**What to do:** All entries below are to be copied precisely as they appear.
================
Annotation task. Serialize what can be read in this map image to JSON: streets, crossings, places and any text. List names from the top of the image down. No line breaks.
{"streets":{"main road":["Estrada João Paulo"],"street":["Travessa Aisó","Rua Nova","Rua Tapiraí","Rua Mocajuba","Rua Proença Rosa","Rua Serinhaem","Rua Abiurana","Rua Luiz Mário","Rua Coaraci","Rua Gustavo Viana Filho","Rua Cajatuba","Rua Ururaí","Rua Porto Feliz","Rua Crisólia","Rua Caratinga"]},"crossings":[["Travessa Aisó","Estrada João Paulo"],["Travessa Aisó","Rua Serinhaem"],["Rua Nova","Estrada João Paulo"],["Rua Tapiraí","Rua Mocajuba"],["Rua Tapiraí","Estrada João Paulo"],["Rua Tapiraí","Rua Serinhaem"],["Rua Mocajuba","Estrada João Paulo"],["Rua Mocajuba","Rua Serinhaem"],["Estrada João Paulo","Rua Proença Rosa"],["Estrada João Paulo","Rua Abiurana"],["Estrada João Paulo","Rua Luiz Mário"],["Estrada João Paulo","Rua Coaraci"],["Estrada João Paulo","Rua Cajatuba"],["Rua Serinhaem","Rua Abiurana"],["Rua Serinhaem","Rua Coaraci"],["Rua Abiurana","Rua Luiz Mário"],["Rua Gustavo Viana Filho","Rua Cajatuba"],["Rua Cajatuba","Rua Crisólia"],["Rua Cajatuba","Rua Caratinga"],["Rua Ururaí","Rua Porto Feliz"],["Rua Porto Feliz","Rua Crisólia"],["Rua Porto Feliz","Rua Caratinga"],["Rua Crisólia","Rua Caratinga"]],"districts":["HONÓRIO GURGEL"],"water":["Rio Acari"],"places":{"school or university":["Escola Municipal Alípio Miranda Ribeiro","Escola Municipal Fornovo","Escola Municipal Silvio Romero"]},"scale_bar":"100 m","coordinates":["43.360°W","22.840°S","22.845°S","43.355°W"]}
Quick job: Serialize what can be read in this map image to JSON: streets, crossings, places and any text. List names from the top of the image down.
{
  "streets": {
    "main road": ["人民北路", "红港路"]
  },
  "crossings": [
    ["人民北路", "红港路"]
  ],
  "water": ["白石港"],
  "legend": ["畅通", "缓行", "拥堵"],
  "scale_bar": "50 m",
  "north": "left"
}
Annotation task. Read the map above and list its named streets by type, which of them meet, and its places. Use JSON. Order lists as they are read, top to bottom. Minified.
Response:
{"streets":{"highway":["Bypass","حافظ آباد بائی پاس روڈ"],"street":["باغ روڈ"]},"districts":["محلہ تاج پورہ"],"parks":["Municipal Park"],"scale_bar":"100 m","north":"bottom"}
================
**Final answer:**
Annotation task. Serialize what can be read in this map image to JSON: streets, crossings, places and any text. List names from the top of the image down. No line breaks.
{"streets":{"main road":["Estrada João Paulo"],"street":["Travessa Aisó","Rua Nova","Rua Tapiraí","Rua Mocajuba","Rua Proença Rosa","Rua Serinhaem","Rua Abiurana","Rua Luiz Mário","Rua Coaraci","Rua Gustavo Viana Filho","Rua Cajatuba","Rua Ururaí","Rua Porto Feliz","Rua Crisólia","Rua Caratinga"]},"crossings":[["Travessa Aisó","Estrada João Paulo"],["Travessa Aisó","Rua Serinhaem"],["Rua Nova","Estrada João Paulo"],["Rua Tapiraí","Rua Mocajuba"],["Rua Tapiraí","Estrada João Paulo"],["Rua Tapiraí","Rua Serinhaem"],["Rua Mocajuba","Estrada João Paulo"],["Rua Mocajuba","Rua Serinhaem"],["Estrada João Paulo","Rua Proença Rosa"],["Estrada João Paulo","Rua Abiurana"],["Estrada João Paulo","Rua Luiz Mário"],["Estrada João Paulo","Rua Coaraci"],["Estrada João Paulo","Rua Cajatuba"],["Rua Serinhaem","Rua Abiurana"],["Rua Serinhaem","Rua Coaraci"],["Rua Abiurana","Rua Luiz Mário"],["Rua Gustavo Viana Filho","Rua Cajatuba"],["Rua Cajatuba","Rua Crisólia"],["Rua Cajatuba","Rua Caratinga"],["Rua Ururaí","Rua Porto Feliz"],["Rua Porto Feliz","Rua Crisólia"],["Rua Porto Feliz","Rua Caratinga"],["Rua Crisólia","Rua Caratinga"]],"districts":["HONÓRIO GURGEL"],"water":["Rio Acari"],"places":{"school or university":["Escola Municipal Alípio Miranda Ribeiro","Escola Municipal Fornovo","Escola Municipal Silvio Romero"]},"scale_bar":"100 m","coordinates":["43.360°W","22.840°S","22.845°S","43.355°W"]}
Quick job: Serialize what can be read in this map image to JSON: streets, crossings, places and any text. List names from the top of the image down.
{
  "streets": {
    "main road": ["人民北路", "红港路"]
  },
  "crossings": [
    ["人民北路", "红港路"]
  ],
  "water": ["白石港"],
  "legend": ["畅通", "缓行", "拥堵"],
  "scale_bar": "50 m",
  "north": "left"
}
Annotation task. Read the map above and list its named streets by type, which of them meet, and its places. Use JSON. Order lists as they are read, top to bottom. Minified.
Response:
{"streets":{"highway":["Bypass","حافظ آباد بائی پاس روڈ"],"street":["باغ روڈ"]},"districts":["محلہ تاج پورہ"],"parks":["Municipal Park"],"scale_bar":"100 m","north":"bottom"}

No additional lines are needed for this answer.